= Beginning of Section =
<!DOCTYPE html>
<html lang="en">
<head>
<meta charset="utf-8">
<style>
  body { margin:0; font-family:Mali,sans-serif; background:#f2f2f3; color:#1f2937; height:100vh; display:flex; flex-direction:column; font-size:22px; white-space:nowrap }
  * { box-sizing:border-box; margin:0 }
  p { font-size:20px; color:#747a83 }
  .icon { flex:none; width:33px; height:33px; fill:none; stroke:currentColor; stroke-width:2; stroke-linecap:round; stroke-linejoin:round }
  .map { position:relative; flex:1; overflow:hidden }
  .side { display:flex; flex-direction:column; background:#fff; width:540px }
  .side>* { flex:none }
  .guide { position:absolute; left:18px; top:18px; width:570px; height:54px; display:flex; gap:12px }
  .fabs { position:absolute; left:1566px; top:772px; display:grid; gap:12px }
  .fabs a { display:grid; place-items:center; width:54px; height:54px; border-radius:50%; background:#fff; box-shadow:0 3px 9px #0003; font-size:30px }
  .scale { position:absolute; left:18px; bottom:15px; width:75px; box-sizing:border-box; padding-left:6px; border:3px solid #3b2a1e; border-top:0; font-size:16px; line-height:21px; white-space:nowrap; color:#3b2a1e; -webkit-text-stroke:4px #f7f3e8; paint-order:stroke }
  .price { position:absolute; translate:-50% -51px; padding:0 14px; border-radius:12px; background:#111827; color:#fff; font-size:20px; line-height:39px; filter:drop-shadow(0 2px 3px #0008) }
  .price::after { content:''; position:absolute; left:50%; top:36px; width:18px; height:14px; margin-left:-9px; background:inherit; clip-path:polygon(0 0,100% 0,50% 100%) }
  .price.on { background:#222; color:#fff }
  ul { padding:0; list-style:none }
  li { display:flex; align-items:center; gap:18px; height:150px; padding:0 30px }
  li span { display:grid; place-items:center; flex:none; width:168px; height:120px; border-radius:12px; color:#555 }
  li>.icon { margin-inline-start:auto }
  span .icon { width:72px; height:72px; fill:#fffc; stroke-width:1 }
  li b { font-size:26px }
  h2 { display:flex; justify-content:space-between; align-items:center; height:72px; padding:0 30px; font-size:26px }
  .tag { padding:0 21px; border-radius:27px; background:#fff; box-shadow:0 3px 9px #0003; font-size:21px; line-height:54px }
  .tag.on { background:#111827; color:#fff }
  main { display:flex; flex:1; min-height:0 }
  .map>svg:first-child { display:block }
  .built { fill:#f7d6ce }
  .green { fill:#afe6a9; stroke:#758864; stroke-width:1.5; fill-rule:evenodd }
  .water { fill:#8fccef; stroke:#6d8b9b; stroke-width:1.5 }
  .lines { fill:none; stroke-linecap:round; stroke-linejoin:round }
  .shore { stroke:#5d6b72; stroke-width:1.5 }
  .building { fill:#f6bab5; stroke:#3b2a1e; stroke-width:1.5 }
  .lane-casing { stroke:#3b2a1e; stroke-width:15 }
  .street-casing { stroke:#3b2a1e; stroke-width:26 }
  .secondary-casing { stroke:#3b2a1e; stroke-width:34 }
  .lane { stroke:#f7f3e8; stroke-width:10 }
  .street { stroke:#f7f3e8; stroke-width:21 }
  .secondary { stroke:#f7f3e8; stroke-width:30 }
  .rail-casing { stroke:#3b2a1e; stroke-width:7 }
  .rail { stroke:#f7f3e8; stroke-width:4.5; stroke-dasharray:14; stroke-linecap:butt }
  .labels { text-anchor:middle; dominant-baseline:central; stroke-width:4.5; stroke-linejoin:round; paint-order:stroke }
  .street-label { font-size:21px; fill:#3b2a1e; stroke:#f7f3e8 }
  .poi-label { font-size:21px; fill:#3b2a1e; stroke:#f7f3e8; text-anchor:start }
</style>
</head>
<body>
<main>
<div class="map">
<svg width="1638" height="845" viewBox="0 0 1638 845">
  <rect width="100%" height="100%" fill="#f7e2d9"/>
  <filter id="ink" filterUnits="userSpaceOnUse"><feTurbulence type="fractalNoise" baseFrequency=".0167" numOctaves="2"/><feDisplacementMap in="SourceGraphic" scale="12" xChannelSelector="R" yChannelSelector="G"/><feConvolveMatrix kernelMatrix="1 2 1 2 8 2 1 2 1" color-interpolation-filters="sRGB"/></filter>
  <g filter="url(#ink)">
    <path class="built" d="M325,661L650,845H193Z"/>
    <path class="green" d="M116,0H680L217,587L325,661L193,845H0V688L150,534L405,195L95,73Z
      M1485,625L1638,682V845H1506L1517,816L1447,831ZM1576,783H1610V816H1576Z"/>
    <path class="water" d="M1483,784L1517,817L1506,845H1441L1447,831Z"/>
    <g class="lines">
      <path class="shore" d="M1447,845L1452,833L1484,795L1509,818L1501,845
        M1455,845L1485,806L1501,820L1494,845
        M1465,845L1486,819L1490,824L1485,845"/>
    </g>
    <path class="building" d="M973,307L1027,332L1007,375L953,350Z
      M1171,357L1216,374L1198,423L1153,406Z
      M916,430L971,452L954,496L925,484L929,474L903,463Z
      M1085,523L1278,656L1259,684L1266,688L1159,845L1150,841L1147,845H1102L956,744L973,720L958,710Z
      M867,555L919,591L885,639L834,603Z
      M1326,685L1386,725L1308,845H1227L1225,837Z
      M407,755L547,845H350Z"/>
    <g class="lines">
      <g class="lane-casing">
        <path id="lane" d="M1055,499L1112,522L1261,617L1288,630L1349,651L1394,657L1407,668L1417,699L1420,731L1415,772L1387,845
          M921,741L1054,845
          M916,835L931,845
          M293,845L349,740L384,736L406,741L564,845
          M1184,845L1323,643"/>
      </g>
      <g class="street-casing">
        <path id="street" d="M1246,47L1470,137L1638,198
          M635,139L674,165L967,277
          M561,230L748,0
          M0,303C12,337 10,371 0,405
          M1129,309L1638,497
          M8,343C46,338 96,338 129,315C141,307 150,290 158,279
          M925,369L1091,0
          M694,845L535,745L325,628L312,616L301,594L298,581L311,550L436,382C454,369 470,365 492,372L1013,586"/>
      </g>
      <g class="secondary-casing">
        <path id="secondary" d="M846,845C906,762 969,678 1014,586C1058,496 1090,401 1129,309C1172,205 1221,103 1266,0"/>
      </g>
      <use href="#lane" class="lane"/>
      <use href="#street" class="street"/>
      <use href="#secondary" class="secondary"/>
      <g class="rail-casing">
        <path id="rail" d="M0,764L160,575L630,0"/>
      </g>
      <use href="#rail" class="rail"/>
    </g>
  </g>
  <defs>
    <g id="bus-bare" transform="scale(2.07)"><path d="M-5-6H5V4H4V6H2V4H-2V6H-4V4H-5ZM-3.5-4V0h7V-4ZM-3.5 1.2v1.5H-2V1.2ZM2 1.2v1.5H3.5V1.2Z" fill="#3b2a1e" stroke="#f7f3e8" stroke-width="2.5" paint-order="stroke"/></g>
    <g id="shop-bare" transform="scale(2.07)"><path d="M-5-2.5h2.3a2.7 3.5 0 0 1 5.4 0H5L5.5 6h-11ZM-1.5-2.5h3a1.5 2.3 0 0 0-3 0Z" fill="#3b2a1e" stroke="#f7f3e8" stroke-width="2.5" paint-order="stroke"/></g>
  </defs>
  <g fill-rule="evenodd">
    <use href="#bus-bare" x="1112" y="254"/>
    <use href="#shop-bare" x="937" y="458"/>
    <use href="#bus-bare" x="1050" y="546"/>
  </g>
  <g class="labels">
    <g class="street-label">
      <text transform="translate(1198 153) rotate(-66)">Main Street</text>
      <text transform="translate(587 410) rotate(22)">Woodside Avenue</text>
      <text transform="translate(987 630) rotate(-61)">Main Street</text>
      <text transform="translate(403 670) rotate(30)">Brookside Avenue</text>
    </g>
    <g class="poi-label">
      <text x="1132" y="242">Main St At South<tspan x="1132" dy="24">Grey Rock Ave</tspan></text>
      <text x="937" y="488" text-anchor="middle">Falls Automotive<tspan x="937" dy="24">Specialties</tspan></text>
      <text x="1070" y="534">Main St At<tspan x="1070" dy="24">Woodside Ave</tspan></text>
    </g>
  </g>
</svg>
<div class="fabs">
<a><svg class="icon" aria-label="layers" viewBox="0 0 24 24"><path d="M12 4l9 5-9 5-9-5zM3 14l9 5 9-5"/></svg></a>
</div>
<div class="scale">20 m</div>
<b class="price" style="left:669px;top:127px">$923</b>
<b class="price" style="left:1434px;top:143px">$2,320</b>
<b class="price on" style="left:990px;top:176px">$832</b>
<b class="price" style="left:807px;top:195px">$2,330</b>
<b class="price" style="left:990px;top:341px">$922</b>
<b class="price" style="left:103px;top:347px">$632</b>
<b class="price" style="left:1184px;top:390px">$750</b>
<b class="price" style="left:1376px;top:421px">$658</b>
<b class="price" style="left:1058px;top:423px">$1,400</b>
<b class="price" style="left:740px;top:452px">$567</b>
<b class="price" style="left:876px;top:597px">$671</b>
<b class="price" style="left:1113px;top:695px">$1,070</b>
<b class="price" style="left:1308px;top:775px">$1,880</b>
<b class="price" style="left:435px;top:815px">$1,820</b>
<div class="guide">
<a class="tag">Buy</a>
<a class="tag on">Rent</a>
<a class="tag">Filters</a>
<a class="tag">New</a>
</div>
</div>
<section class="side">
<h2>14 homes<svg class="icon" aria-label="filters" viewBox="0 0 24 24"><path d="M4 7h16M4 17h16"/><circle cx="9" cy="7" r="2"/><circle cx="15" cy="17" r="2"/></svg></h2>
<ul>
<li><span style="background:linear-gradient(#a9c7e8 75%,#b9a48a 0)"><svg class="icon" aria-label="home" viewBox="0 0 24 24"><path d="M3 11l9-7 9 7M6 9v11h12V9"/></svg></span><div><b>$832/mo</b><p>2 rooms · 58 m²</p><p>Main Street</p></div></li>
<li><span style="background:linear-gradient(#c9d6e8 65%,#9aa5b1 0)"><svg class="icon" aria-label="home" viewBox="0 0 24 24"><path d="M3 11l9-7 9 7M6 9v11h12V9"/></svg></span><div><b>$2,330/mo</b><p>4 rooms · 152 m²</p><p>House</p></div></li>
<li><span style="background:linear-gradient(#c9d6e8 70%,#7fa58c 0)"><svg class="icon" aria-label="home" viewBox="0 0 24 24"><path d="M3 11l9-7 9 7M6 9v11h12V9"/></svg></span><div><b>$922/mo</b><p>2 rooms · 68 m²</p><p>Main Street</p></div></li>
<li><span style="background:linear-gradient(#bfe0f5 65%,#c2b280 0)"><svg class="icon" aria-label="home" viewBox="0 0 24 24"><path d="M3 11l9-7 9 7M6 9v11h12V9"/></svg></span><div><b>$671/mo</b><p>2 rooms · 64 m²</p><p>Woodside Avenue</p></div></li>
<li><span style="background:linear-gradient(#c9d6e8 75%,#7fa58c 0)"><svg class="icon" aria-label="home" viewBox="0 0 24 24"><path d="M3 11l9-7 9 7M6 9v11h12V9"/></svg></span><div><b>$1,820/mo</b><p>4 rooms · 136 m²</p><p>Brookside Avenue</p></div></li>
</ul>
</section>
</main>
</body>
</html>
= End of Section =
The answer should contain only the lines from the first line of the entries through the line holding "display:grid; place-items:center; width:54px;", each exactly as written.

> [RESPONSE TO THIS EXERCISE]:
<!DOCTYPE html>
<html lang="en">
<head>
<meta charset="utf-8">
<style>
  body { margin:0; font-family:Mali,sans-serif; background:#f2f2f3; color:#1f2937; height:100vh; display:flex; flex-direction:column; font-size:22px; white-space:nowrap }
  * { box-sizing:border-box; margin:0 }
  p { font-size:20px; color:#747a83 }
  .icon { flex:none; width:33px; height:33px; fill:none; stroke:currentColor; stroke-width:2; stroke-linecap:round; stroke-linejoin:round }
  .map { position:relative; flex:1; overflow:hidden }
  .side { display:flex; flex-direction:column; background:#fff; width:540px }
  .side>* { flex:none }
  .guide { position:absolute; left:18px; top:18px; width:570px; height:54px; display:flex; gap:12px }
  .fabs { position:absolute; left:1566px; top:772px; display:grid; gap:12px }
  .fabs a { display:grid; place-items:center; width:54px; height:54px; border-radius:50%; background:#fff; box-shadow:0 3px 9px #0003; font-size:30px }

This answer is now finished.